The octopus retires

One goal every 120 minutes. Be still my heart. I watched most of the World Cup final yesterday afternoon. I don’t think my pulse rate got up over 60. It was a relaxing way to spend a few hours while reading and doing other things. I see that Paul the Octopus has retired with a stellar record.

I still haven’t managed to see the first episode of Haven. Both times I recorded it our SyFy was out. Guess I’ll have to see if they have it on the SyFy website. Most of the comments I’ve heard about it thus far have been lukewarm at best.

I did see Eureka, though. I liked the first episode of the new season. They often find a way to reinvent themselves to get rid of annoying and unproductive plot points. In this episode, a handful of characters were sucked back in time to the point where Eureka was founded (the 1940s, I believe) and while there they managed to create enough of a butterfly effect to alter their present reality. An autistic boy is no longer autistic. Henry has a wife. A marble statue is now bronze. Jo’s fiance is an inmate in her jail. And Tess, ah, yes, Tess is living in Carter’s house. That’s a terrific development–I’m very happy to see Tess back. I wouldn’t have minded it, though, if they’d spent more time–even a few episodes–back in the 1940s, but such was not to be.

My wife asked me over breakfast this morning what I found so interesting about Big Brother. It took a while to come up with an answer. Finally I decided that I like the voyeuristic aspect, but not from a prurient point of view. I live a relatively sedate, quiet life, and it gives me a chance to observe real people in stressful circumstances. I am fascinated to see how the contestants responded, for example, to the news that there’s a saboteur in their midst. True paranoia reigns. And then when the saboteur put tape across the faces of two random contestants, the paranoia quotient in those two amped up even more. Granted, the show is edited so it isn’t a true chronicle of reactions, I still find it fascinating.

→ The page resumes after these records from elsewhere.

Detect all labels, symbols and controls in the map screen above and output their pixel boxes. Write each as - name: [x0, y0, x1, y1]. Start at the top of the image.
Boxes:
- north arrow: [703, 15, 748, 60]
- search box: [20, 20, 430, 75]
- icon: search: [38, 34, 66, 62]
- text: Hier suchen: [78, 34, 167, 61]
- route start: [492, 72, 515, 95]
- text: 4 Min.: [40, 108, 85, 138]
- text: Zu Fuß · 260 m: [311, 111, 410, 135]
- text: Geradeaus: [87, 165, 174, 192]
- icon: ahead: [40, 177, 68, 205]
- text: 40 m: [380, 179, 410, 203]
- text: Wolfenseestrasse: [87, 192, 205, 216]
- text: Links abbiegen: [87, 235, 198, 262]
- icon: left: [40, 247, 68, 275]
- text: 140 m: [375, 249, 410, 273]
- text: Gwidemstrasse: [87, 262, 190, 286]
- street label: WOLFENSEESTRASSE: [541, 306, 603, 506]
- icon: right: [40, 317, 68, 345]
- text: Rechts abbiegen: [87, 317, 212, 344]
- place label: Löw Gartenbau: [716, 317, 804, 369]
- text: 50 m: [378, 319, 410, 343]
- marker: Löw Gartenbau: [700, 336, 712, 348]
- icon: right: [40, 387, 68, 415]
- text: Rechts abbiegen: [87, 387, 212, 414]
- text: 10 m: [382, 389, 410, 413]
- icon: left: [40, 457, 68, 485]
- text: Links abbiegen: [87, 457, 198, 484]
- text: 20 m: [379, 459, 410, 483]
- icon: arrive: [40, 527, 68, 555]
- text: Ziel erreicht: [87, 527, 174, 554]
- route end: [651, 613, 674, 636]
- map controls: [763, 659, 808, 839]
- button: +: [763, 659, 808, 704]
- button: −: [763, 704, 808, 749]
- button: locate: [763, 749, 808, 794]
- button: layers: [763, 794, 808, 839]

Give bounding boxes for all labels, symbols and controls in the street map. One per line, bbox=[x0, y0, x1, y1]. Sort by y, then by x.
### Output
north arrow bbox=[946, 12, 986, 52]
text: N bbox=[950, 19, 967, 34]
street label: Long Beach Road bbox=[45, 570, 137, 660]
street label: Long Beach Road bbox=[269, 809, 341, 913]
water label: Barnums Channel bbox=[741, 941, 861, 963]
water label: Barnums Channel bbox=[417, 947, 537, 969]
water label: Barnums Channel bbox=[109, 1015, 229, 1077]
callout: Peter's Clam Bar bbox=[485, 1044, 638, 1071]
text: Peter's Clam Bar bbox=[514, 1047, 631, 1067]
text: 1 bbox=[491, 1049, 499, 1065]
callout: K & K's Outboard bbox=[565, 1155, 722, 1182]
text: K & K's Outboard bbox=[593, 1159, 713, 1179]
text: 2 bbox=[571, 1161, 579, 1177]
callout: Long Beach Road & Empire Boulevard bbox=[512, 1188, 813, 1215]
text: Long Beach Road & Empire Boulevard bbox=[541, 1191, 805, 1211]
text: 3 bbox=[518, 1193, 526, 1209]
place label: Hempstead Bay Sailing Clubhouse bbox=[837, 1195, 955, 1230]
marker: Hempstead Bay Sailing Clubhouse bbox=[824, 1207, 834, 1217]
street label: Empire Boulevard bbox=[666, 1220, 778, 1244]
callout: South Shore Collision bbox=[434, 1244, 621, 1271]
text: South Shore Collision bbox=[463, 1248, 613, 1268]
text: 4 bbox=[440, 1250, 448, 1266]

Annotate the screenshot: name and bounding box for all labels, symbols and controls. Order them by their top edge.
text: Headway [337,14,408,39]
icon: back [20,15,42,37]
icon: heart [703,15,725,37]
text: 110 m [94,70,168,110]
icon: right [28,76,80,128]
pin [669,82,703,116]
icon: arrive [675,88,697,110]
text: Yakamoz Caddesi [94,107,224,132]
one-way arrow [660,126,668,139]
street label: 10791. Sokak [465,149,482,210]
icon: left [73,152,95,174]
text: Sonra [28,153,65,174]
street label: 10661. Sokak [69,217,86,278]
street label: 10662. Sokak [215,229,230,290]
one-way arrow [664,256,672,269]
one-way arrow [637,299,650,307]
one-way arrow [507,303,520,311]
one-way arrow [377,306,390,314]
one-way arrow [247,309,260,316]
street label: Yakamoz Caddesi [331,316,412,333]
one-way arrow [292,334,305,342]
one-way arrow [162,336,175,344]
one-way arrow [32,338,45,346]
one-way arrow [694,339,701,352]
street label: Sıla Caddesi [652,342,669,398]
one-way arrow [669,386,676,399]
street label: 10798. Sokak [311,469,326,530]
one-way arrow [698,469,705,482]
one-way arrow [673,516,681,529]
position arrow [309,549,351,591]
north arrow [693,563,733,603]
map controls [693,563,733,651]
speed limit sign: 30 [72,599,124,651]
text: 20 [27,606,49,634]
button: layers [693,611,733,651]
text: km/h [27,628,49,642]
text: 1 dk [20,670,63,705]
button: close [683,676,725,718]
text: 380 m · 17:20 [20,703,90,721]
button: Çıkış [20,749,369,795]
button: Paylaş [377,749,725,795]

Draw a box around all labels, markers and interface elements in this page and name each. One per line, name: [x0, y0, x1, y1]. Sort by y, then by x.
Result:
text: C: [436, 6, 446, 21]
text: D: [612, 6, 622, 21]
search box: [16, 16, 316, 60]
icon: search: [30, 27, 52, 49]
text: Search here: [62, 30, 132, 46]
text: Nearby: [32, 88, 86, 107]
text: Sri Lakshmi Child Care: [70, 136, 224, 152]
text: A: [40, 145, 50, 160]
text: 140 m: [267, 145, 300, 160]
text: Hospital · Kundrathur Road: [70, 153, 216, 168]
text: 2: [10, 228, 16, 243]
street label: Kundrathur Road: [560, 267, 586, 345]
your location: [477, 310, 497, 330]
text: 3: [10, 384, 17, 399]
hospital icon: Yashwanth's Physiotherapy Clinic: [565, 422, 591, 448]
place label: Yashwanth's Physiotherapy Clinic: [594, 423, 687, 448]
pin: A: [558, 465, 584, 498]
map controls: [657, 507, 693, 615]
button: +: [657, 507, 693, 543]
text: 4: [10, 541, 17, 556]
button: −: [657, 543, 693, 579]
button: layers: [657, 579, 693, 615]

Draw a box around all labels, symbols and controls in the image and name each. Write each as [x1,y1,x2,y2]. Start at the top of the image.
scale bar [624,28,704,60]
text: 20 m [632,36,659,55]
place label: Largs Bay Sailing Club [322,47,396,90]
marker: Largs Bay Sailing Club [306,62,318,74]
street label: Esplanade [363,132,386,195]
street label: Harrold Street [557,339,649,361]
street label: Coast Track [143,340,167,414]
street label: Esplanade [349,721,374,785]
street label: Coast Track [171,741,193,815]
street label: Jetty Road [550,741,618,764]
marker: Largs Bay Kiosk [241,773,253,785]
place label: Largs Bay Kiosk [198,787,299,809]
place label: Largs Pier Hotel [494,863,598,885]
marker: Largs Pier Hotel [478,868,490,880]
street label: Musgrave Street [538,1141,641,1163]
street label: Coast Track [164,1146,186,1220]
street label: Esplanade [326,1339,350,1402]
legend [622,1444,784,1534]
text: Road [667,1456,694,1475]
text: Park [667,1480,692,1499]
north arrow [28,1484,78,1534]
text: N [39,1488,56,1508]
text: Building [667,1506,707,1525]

I’m about half way through Mr. Peanut by Alex Ross. It’s an interesting book, hard to classify. You could call it a crime novel, because there are at least two equivocal deaths. The initial protagonist fantasizes about different ways his wife might die. At first, by misadventure, but later by his hand. He’s working on a novel that expands on these fantasies. When she dies, he naturally becomes a suspect, especially when the manuscript turns up. However, though the cause of death is clear (anaphylactic shock from eating a peanut), it could be suicide or murder. One of the officers investigating the case is Detective Sheppard, who used to be Dr. Sam Sheppard, the man who is reportedly the inspiration for The Fugitive. His wife was murdered in the 1950s and he was convicted for the crime and later exonerated. The other detective has a wife who went to bed one day and refused to get up for five or six months. No one seems to have a happy marriage, or at least it isn’t happy for long.